**THE TASK:**
Each line below that holds the word "Allée" counts toward the answer; reply with the total number only.

(Data excerpts)
= = = =

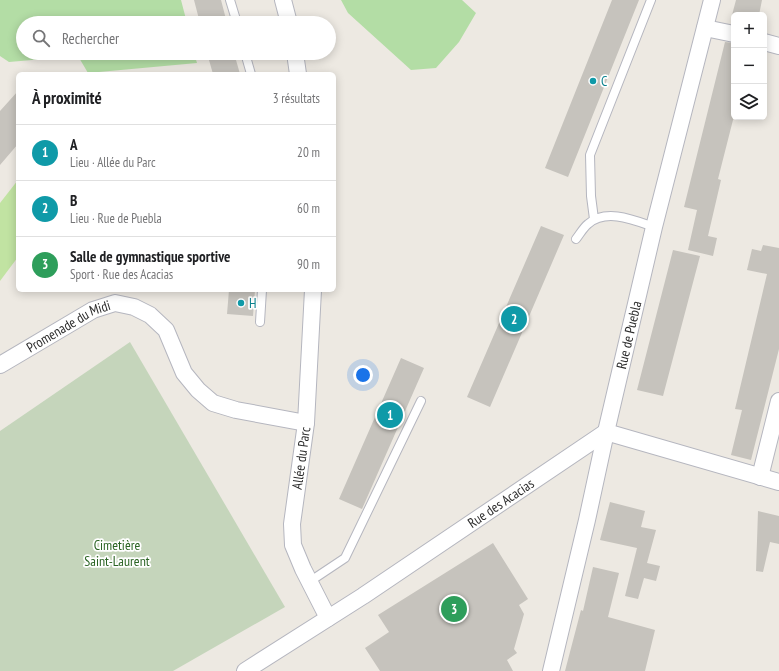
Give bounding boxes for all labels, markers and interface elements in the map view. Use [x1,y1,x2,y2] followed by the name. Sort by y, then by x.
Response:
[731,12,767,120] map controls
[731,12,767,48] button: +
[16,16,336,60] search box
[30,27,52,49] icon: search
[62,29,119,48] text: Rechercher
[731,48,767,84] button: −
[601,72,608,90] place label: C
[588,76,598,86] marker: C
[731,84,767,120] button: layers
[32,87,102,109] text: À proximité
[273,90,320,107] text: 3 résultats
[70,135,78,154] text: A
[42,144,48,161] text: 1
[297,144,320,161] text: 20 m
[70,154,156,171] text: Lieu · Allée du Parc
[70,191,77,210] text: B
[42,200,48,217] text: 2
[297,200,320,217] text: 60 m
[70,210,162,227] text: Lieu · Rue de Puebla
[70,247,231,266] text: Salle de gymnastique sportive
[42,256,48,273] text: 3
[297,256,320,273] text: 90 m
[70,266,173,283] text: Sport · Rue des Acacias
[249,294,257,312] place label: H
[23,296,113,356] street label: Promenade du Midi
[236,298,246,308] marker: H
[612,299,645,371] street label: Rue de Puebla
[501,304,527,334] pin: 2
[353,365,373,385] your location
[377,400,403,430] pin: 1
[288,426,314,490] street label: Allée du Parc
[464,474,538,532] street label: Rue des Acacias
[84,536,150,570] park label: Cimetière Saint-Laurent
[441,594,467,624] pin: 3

= = = =

**WRITTEN REPLY:**
2